Please keep the pictures out and write out exactly the lines from the first in the data below through the one containing "0 #8d765c) drop-shadow(-2px", both included.

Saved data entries
==================================================
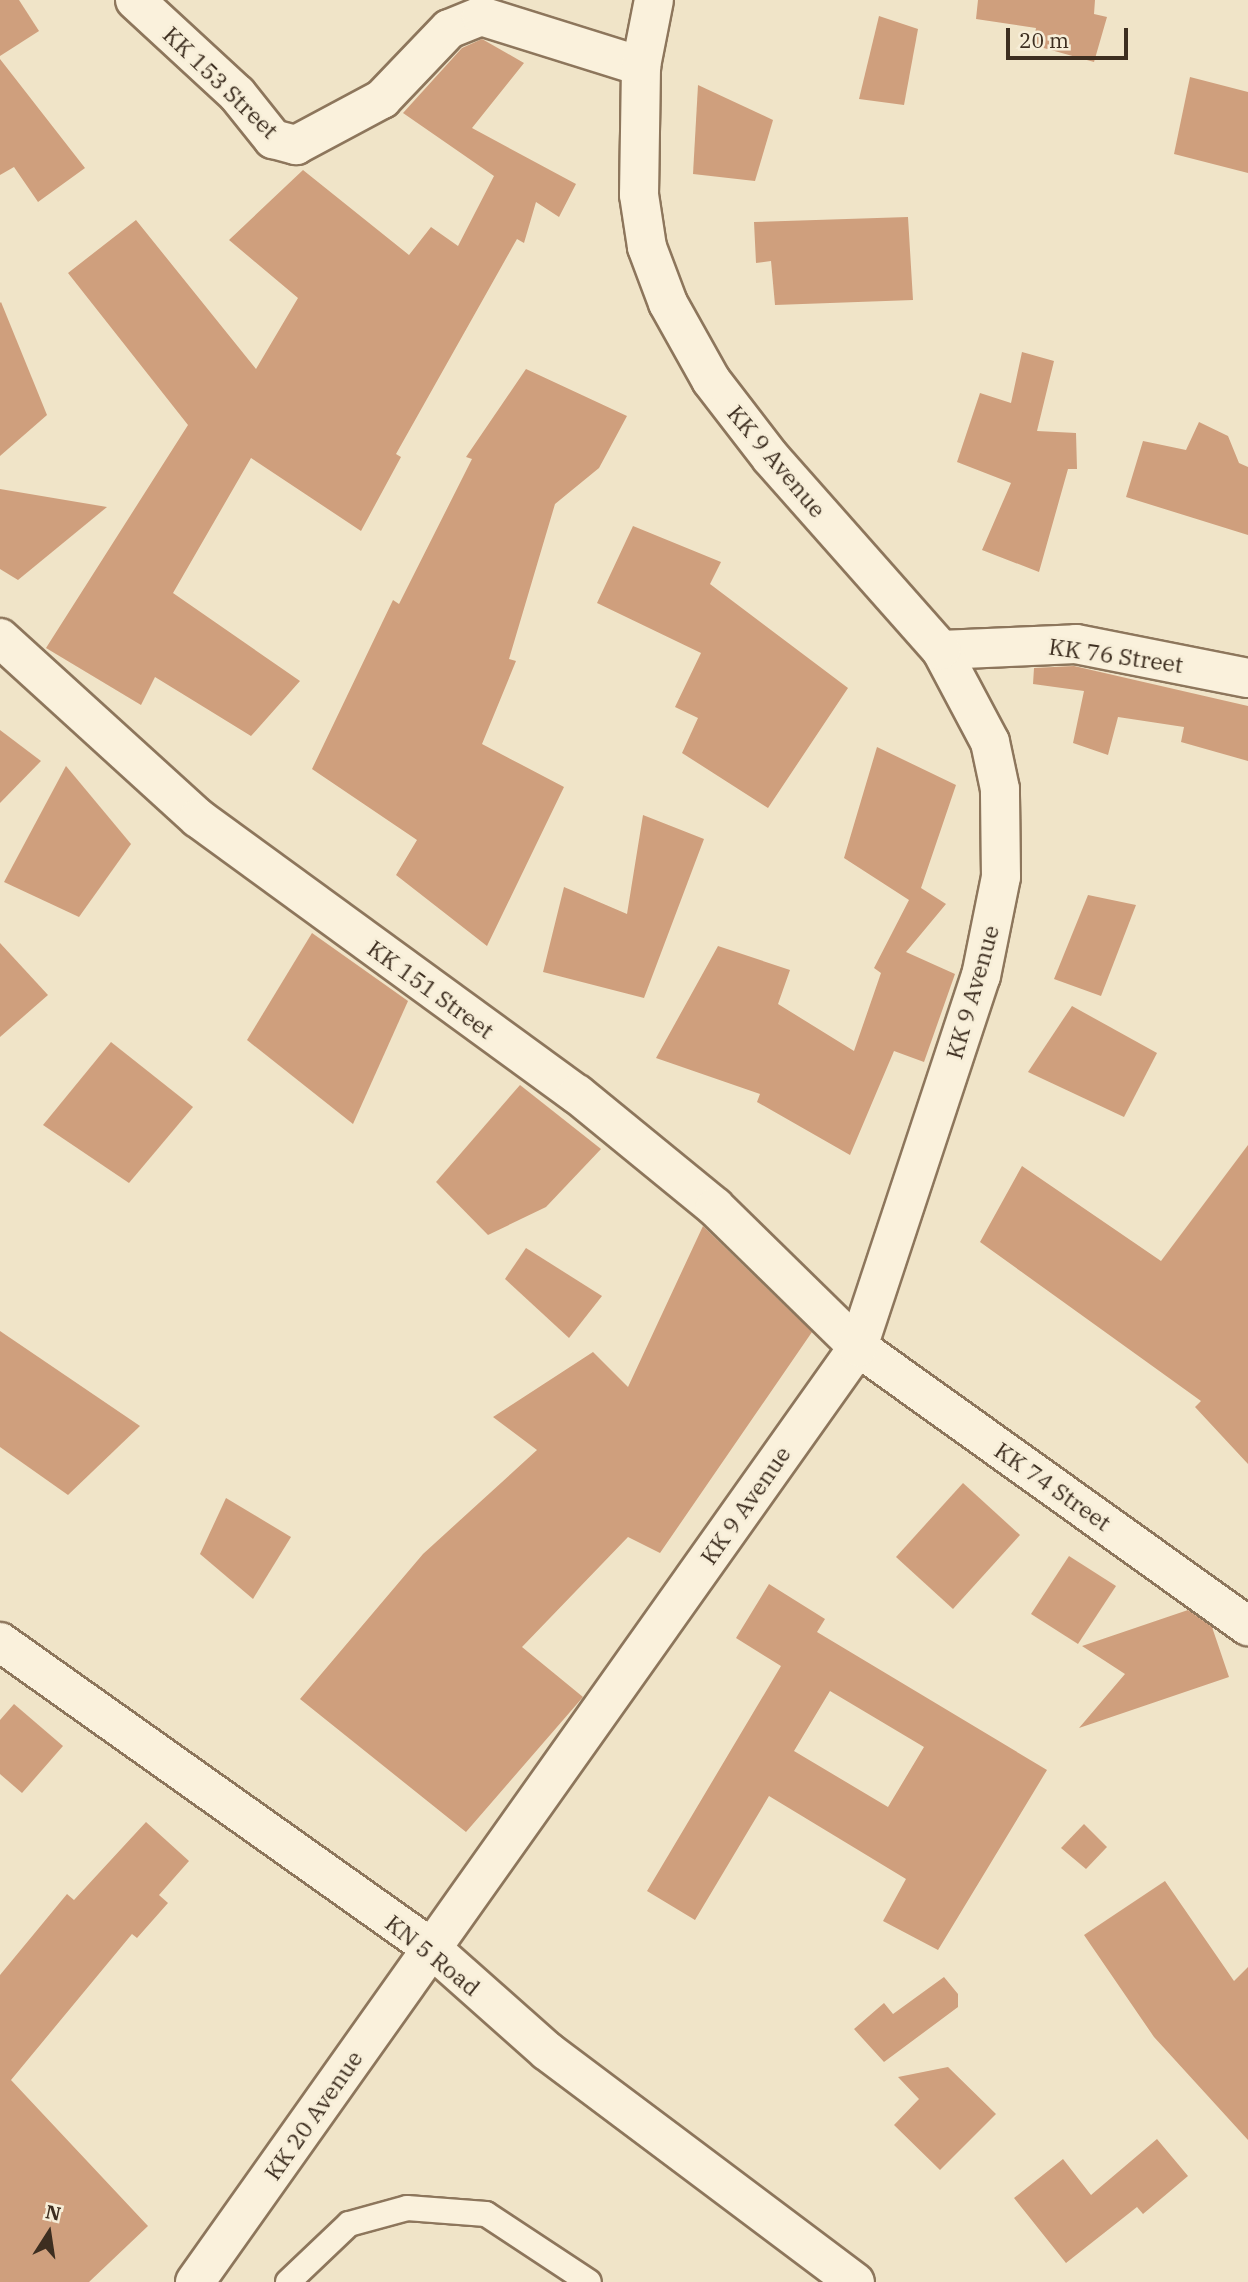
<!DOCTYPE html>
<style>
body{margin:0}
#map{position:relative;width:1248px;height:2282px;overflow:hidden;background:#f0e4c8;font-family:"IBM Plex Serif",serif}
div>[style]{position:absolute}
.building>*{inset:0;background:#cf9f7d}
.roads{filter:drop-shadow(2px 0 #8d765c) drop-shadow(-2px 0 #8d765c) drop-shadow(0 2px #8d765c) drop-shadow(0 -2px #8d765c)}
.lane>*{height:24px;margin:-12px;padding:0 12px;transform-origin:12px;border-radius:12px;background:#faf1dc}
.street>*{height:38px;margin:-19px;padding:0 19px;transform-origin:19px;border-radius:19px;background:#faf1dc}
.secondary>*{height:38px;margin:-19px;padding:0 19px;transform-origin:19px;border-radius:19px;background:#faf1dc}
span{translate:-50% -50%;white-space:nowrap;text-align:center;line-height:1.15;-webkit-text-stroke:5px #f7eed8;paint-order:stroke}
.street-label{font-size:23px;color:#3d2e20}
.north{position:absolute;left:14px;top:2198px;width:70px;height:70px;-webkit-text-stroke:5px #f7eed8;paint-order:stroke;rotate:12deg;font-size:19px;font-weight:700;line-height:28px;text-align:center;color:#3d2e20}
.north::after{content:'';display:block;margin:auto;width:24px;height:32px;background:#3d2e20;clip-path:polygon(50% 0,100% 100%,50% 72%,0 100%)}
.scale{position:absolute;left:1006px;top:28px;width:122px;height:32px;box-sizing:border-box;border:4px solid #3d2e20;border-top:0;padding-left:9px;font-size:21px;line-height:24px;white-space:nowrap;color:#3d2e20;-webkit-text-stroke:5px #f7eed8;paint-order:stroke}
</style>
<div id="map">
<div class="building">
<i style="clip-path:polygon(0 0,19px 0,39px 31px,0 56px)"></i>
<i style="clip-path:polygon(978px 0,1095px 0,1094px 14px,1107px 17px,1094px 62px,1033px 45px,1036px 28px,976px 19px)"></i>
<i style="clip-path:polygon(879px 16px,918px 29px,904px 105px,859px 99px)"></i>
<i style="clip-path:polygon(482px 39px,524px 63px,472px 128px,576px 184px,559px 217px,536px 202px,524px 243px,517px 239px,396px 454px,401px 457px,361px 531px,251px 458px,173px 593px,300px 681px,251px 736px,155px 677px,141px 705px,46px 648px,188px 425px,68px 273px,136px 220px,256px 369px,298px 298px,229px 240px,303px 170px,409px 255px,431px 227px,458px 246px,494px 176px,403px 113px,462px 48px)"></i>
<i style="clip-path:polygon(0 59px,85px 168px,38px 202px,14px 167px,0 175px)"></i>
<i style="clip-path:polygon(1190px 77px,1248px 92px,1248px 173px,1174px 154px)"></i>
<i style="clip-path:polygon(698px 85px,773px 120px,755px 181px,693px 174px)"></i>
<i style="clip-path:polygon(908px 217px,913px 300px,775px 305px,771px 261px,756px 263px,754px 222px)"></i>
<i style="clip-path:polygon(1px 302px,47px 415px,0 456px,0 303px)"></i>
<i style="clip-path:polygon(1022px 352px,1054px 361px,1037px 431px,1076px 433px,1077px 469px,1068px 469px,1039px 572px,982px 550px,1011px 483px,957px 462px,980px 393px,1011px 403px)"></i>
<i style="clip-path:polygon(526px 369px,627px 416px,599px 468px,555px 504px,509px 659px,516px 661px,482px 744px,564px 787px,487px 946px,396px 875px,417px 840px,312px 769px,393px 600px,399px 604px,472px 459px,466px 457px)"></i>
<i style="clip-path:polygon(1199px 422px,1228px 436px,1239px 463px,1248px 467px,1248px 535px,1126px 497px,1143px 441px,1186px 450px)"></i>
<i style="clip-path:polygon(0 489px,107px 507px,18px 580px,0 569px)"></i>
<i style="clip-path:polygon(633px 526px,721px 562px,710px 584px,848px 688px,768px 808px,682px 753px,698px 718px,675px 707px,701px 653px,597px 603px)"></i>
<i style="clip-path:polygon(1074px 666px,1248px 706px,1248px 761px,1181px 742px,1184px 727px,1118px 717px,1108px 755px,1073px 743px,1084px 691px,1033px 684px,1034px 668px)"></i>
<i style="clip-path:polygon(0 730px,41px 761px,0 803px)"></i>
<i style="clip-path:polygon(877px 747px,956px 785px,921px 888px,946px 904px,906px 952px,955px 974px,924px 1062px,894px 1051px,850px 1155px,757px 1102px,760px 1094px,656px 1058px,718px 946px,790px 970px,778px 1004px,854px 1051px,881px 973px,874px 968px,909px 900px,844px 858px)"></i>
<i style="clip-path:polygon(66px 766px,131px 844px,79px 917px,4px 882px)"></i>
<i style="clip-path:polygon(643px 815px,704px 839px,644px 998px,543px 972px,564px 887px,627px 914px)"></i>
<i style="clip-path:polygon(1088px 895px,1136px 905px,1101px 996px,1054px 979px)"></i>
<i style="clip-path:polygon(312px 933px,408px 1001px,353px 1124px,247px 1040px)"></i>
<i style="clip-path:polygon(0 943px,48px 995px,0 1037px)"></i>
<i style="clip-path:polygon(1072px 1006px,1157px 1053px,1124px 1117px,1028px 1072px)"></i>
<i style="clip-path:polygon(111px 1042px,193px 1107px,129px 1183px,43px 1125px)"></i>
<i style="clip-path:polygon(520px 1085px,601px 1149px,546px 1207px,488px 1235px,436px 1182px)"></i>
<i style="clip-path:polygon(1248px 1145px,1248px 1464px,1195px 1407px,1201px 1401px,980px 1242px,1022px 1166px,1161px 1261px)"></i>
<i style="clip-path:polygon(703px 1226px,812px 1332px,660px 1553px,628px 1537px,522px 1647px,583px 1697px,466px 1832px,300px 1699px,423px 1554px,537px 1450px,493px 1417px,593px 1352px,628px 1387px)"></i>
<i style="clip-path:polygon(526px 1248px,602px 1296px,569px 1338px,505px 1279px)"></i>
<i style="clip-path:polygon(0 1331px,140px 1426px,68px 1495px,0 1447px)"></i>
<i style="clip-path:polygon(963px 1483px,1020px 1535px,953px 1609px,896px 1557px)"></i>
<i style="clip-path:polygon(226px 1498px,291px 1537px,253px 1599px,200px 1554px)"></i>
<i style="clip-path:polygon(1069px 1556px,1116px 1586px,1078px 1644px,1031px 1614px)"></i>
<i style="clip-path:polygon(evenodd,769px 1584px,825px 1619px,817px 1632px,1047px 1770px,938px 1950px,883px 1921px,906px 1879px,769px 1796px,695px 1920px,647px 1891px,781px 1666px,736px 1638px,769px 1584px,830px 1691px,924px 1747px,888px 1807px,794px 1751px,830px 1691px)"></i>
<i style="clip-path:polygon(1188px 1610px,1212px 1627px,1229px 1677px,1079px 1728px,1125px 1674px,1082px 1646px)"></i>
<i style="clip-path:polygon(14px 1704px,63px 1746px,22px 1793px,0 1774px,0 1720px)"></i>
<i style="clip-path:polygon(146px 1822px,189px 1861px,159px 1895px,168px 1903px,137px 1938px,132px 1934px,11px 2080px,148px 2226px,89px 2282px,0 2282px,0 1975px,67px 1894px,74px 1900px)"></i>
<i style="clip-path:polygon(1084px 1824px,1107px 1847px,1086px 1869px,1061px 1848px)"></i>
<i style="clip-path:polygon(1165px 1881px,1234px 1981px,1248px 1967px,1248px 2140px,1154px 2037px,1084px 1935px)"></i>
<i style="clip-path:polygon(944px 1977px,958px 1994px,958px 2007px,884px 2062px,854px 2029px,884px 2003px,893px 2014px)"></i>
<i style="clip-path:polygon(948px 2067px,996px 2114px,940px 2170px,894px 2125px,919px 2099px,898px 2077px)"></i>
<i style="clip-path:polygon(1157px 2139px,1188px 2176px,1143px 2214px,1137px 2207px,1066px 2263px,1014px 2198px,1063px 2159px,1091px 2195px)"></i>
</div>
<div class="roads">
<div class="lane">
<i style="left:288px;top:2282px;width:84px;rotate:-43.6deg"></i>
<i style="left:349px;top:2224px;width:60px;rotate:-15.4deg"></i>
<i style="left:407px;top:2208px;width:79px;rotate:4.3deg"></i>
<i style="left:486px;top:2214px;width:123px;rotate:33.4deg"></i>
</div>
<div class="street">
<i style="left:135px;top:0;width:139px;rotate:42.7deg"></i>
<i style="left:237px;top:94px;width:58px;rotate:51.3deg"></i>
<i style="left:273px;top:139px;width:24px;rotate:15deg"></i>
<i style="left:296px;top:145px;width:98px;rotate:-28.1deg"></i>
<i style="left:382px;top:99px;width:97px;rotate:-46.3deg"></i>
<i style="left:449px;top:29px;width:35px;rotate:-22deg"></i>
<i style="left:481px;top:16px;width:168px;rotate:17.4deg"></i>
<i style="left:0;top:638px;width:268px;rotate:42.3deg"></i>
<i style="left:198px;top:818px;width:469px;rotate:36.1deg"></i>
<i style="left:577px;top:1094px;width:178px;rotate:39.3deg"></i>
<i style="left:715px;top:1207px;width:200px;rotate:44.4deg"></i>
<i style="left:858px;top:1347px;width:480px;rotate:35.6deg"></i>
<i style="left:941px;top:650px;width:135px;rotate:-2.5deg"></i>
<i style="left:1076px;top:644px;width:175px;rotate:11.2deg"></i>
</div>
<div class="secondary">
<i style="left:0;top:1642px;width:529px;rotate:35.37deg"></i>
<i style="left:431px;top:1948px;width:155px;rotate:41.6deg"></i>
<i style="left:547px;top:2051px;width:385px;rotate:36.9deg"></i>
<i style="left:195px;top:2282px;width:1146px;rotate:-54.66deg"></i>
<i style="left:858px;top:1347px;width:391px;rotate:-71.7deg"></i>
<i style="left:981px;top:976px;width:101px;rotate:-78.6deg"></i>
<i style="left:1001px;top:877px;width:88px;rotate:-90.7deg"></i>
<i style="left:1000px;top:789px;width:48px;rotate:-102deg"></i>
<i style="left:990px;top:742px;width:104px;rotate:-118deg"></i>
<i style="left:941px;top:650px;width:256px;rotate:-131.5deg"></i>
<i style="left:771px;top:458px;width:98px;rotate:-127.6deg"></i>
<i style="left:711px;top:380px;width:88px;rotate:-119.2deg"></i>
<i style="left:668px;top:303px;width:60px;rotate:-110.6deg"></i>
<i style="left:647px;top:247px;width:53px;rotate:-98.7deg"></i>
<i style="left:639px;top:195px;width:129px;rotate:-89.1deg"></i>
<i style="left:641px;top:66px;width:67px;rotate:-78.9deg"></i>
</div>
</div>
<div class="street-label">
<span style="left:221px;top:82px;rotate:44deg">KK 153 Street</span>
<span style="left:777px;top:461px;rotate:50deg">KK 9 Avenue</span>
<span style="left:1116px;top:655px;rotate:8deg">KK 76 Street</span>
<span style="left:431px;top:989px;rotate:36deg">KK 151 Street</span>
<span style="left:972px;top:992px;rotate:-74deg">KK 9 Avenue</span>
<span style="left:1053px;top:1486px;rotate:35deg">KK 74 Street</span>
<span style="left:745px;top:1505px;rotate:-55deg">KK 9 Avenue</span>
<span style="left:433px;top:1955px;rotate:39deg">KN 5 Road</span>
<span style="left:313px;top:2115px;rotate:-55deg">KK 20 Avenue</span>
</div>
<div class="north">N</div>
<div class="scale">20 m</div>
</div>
==================================================
Written response:
<!DOCTYPE html>
<style>
body{margin:0}
#map{position:relative;width:1248px;height:2282px;overflow:hidden;background:#f0e4c8;font-family:"IBM Plex Serif",serif}
div>[style]{position:absolute}
.building>*{inset:0;background:#cf9f7d}
.roads{filter:drop-shadow(2px 0 #8d765c) drop-shadow(-2px 0 #8d765c) drop-shadow(0 2px #8d765c) drop-shadow(0 -2px #8d765c)}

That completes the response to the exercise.